Error in running ./run_pipeline.sh ./data/enwiki 500
ankiosa opened this issue · 9 comments
Traceback (most recent call last):
File "preprocess.py", line 4, in
from preprocess.cleaner import clean_data
File "../src/preprocess/cleaner.py", line 2, in
from pattern.en import tokenize
ImportError: No module named pattern.en
Embeddings path: ../models/idWordVec_500.pklz
Traceback (most recent call last):
File "../src/lstm/lstm.py", line 423, in
tf.app.run()
File "/home/ankit/anaconda2/lib/python2.7/site-packages/tensorflow/python/platform/app.py", line 126, in run
_sys.exit(main(argv))
File "../src/lstm/lstm.py", line 360, in main
embeddings = VectorManager.read_vector(FLAGS.embeddings)
File "../src/utils/vector_manager.py", line 74, in read_vector
with open(filename, 'rb') as f:
IOError: [Errno 2] No such file or directory: '../models/idWordVec_500.pklz'
@ankiosa I've run the script and it does generate the idWordVec_500.pklz file. Can you check if the file has been generated? Otherwise, probably there should be another error before during the block that outputs:
[BLOCK] Created embeddings of size 500
@kafkasl I have run only these 2 commands
- ./wiki_extractor_launch.sh path_to_wikipedia_dump
- ./run_pipeline.sh ../data/enwiki 500
Yes as I can see no idWordVec_500.pklz file has been generated by above commands. Can you please let me know how to generate that file if that is not been generated.
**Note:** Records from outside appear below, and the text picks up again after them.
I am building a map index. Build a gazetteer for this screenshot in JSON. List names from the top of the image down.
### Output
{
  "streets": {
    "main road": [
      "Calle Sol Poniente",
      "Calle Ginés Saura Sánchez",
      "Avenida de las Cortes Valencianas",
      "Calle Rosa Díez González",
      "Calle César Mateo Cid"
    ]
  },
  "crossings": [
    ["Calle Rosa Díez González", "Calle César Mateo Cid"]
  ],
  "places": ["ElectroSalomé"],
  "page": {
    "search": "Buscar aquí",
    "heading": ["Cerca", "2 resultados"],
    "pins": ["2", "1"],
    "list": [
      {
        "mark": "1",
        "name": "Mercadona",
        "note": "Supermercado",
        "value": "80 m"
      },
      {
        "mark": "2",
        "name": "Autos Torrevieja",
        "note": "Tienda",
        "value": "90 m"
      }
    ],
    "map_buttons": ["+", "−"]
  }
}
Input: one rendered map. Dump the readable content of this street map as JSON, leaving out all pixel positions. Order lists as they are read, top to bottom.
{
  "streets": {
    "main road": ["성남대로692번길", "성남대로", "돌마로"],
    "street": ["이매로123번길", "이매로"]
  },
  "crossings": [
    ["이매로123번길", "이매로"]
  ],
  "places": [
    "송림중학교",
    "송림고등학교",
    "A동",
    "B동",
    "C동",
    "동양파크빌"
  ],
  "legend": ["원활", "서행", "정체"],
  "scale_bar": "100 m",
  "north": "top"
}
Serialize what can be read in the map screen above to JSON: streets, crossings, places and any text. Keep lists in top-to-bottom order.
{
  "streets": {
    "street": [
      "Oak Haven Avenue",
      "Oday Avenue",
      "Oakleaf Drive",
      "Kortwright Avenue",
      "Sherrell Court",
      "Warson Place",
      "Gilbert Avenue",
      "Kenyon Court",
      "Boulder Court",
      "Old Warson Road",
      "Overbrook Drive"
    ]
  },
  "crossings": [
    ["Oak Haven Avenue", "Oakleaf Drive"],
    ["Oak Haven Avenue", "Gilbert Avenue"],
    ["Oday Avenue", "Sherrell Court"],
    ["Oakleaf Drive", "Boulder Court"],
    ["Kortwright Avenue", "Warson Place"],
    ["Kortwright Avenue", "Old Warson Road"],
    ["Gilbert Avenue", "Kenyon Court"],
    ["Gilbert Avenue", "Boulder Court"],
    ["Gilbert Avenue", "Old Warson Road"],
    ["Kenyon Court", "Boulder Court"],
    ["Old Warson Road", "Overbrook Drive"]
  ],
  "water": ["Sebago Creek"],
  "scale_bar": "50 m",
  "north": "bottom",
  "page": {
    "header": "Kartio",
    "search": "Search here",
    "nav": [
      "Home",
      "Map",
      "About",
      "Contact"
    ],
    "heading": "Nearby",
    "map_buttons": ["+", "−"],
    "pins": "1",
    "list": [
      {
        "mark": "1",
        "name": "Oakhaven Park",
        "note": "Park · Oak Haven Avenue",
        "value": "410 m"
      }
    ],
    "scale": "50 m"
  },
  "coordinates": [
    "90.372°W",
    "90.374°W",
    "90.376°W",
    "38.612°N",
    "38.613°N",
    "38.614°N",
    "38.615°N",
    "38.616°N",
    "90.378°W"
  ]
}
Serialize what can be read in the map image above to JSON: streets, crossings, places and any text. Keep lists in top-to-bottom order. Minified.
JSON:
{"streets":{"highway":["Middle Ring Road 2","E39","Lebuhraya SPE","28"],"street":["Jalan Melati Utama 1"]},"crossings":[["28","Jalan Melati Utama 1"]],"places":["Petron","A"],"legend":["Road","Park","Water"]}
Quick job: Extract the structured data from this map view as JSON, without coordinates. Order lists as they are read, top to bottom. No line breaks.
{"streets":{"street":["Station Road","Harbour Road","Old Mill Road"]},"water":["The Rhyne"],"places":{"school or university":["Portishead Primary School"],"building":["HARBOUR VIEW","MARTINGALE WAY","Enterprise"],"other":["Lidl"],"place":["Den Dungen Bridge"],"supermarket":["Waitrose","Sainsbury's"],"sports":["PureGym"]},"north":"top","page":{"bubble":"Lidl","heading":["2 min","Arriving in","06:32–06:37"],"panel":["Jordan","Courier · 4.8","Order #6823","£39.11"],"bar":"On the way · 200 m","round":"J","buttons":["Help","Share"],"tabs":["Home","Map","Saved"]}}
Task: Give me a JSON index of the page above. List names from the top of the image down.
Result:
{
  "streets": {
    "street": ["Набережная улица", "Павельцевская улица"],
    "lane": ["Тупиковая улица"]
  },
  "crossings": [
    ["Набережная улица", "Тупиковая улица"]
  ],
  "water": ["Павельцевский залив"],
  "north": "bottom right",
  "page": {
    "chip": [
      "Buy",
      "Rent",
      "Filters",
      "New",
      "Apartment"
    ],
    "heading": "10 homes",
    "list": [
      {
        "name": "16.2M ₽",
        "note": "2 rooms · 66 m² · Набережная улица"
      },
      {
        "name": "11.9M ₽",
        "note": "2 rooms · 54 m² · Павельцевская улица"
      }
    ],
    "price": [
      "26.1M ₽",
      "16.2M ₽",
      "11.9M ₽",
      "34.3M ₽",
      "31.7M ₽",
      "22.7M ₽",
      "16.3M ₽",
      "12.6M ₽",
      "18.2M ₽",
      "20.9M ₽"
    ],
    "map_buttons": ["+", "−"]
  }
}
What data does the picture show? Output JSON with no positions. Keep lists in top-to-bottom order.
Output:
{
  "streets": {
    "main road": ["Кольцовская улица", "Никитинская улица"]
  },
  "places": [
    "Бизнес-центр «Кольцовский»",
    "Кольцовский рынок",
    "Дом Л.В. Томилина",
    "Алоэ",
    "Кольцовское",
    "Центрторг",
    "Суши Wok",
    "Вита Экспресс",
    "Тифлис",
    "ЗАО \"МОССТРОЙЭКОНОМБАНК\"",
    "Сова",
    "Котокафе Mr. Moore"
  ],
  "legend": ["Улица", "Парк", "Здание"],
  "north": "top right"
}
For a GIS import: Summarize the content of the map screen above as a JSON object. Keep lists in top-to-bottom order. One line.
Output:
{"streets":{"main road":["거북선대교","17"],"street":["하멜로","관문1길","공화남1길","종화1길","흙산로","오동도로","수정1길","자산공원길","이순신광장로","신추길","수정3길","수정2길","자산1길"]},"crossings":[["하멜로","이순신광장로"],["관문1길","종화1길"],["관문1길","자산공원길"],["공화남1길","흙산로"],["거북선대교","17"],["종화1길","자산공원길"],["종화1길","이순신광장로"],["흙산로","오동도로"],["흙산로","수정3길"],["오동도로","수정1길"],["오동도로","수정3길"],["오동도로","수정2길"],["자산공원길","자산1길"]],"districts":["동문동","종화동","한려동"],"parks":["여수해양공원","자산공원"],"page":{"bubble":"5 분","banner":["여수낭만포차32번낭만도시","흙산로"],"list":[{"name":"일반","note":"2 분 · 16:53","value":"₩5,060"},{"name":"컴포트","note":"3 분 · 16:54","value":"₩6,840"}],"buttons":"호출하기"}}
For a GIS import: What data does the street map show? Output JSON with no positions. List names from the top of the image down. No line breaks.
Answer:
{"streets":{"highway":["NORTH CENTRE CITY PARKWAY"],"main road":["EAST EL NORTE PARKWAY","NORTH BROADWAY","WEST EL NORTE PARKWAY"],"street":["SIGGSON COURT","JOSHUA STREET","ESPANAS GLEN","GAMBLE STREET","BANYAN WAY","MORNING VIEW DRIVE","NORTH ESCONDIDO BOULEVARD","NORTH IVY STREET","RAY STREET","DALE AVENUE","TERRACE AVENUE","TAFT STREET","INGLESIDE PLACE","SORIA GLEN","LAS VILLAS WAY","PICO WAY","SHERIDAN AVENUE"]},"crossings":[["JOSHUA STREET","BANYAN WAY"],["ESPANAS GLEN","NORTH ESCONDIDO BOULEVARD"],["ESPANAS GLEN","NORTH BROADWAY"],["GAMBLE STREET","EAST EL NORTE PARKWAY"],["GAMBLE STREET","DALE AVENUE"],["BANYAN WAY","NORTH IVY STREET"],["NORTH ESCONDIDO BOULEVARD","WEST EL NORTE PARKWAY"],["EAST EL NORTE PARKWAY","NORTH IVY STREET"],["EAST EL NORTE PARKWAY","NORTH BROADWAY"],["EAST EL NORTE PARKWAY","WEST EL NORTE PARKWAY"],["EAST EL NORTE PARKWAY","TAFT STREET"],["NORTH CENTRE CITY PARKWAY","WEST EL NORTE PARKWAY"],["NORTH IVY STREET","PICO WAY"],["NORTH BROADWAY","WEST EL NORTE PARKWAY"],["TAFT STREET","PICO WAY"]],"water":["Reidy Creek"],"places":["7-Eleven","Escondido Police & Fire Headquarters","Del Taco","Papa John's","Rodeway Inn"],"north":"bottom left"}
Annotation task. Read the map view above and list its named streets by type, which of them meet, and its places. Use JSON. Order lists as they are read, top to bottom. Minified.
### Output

@ankiosa did you actually download a wikipedia dump and replaced path_to_wikipedia_dump
with the actual path to the dump?
The run_pipeline.sh should generate it, can you copy paste here the full output of the command?
@kafkasl
Sorry its my mistake, I have found that I don't have gensim.
Thanks for your response. It it running now.
And currently the output is :
Starting Preprocess pipeline
* Data path: ./data/enwiki
* Embedding size: 500
* Min count: 1
[BLOCK] Transforming sentences to 4-dimensional lists
Starting 16 processes to clean 0 files
Starting 16 processes to clean 100 files
Can you please let me know how much time it will take? As I have seen in your reports, it takes more than a day or so.
Thanks,
@kafkasl I am getting this error on running ./run_pipeline.sh ./data/enwiki 500 from bin folder
Can you please see what changes I should do to resolve it.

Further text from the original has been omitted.